● Exercise prompt
Take the records below from their first line through the line holding "I am building", and set each of those lines down exactly, without pictures.

● Provided data

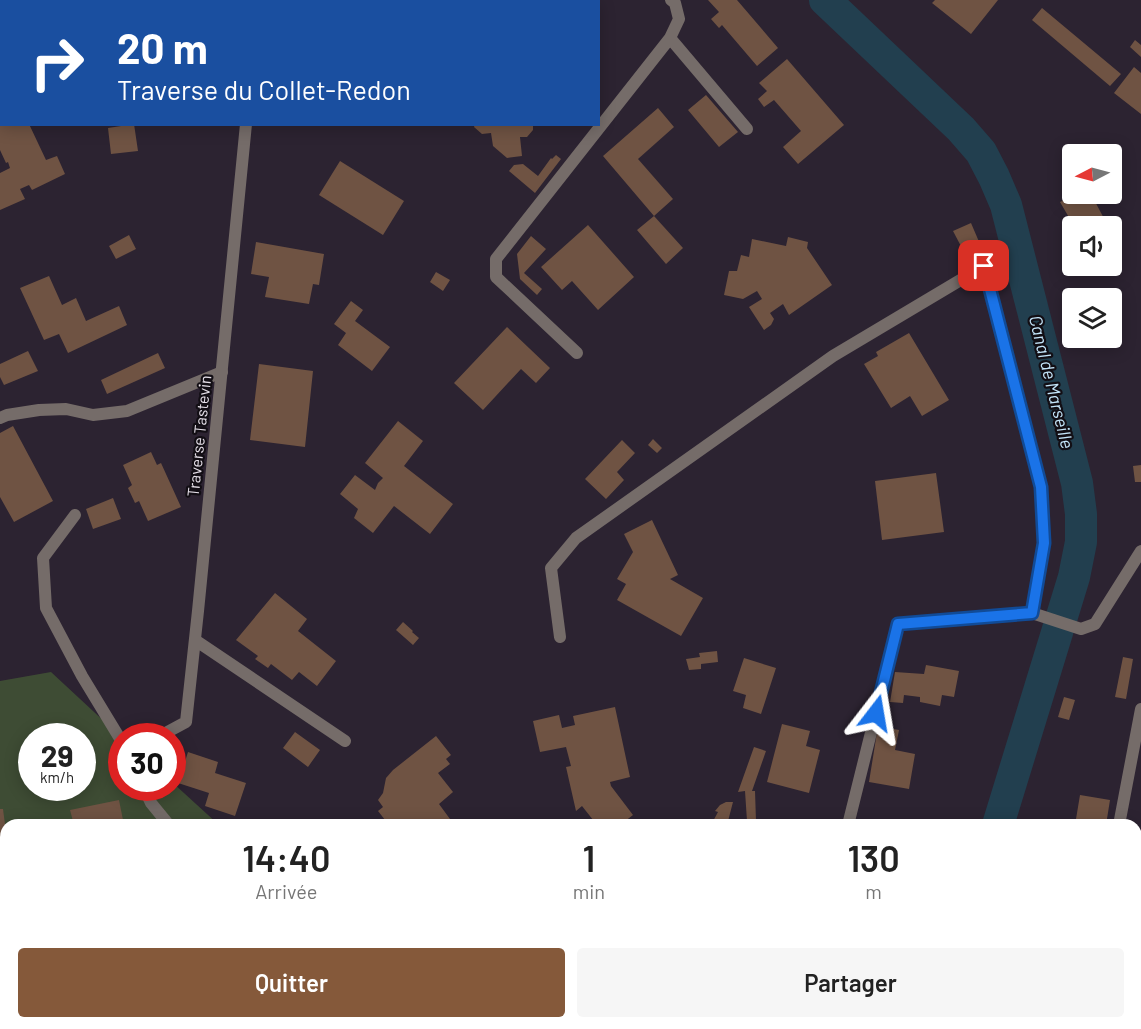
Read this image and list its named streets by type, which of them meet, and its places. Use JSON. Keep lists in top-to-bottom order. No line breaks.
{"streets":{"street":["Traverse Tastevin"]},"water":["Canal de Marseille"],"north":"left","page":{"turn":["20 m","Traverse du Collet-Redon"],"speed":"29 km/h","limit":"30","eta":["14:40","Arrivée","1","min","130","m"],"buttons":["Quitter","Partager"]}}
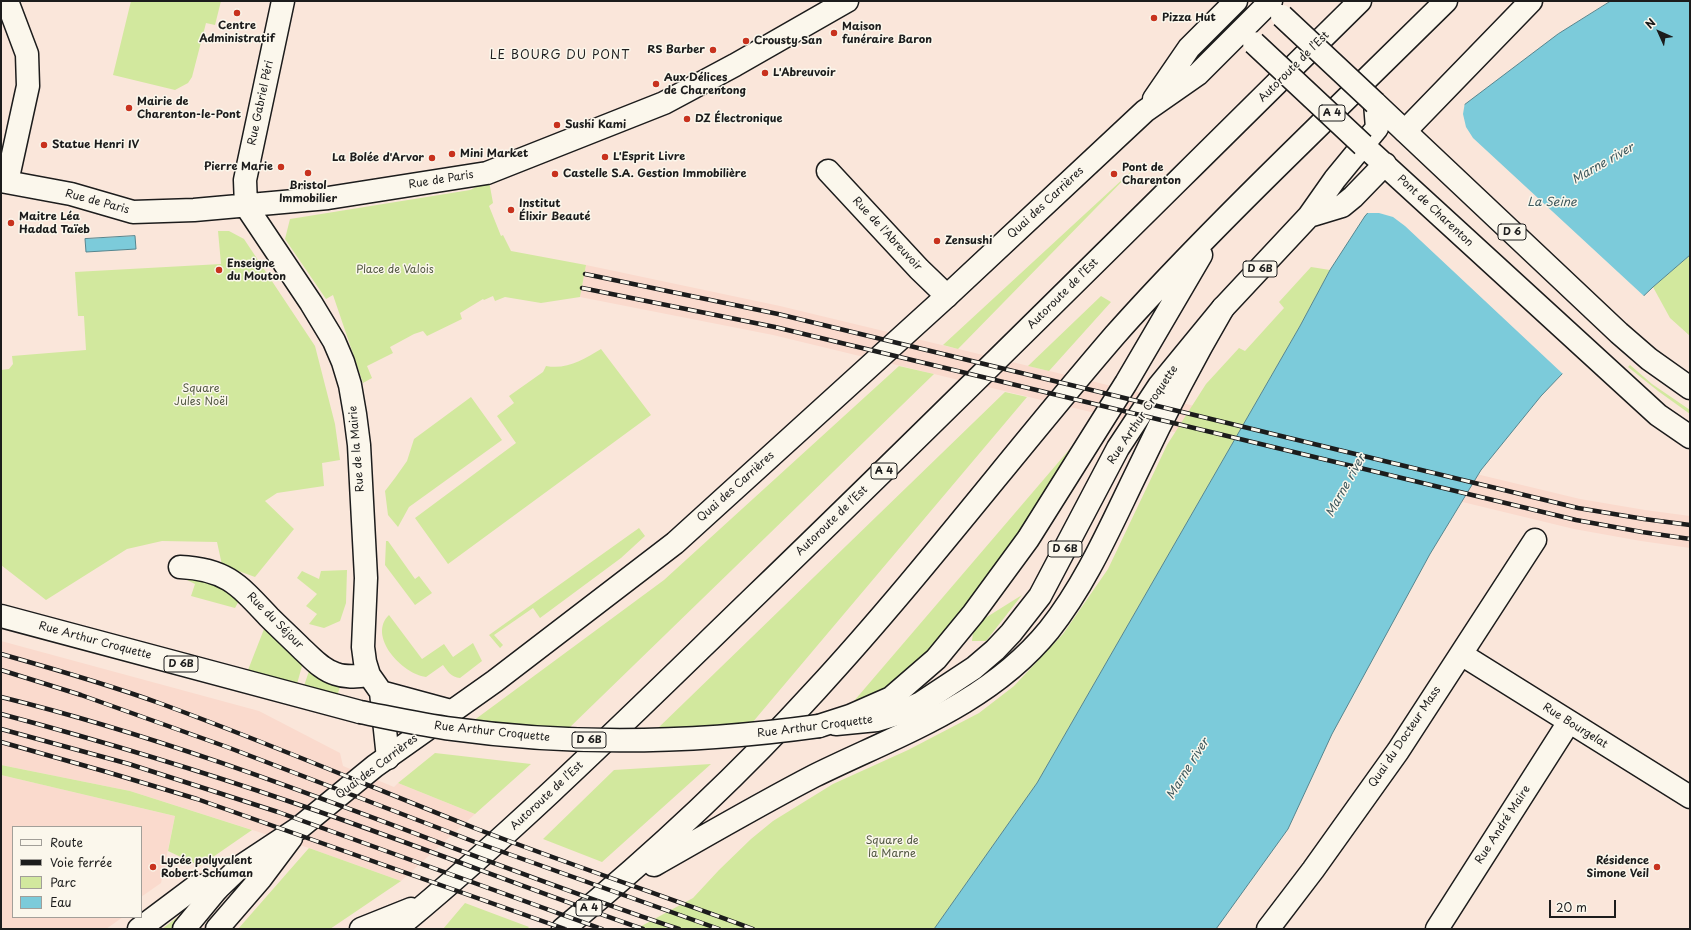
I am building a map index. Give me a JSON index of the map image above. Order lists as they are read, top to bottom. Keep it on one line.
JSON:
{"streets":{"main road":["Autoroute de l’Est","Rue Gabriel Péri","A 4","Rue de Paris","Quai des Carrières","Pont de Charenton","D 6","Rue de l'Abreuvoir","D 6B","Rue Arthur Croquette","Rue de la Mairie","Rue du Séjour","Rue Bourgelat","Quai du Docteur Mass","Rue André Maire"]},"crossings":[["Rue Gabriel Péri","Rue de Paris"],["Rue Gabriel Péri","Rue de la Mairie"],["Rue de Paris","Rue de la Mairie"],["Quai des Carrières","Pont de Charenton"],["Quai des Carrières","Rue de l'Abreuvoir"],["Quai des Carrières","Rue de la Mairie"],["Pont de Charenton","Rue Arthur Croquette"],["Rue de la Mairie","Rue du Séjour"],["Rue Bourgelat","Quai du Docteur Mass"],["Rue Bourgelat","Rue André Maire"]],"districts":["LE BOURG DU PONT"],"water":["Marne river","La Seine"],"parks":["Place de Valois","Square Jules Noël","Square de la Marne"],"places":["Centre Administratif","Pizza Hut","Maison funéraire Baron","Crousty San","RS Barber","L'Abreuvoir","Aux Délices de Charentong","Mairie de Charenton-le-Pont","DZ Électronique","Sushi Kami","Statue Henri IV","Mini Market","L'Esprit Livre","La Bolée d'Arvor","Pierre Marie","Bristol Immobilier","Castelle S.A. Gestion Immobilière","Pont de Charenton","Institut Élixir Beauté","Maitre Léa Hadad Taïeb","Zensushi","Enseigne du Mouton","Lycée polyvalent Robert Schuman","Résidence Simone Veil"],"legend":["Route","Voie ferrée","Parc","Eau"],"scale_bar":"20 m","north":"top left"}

● Written solution
Read this image and list its named streets by type, which of them meet, and its places. Use JSON. Keep lists in top-to-bottom order. No line breaks.
{"streets":{"street":["Traverse Tastevin"]},"water":["Canal de Marseille"],"north":"left","page":{"turn":["20 m","Traverse du Collet-Redon"],"speed":"29 km/h","limit":"30","eta":["14:40","Arrivée","1","min","130","m"],"buttons":["Quitter","Partager"]}}
I am building a map index. Give me a JSON index of the map image above. Order lists as they are read, top to bottom. Keep it on one line.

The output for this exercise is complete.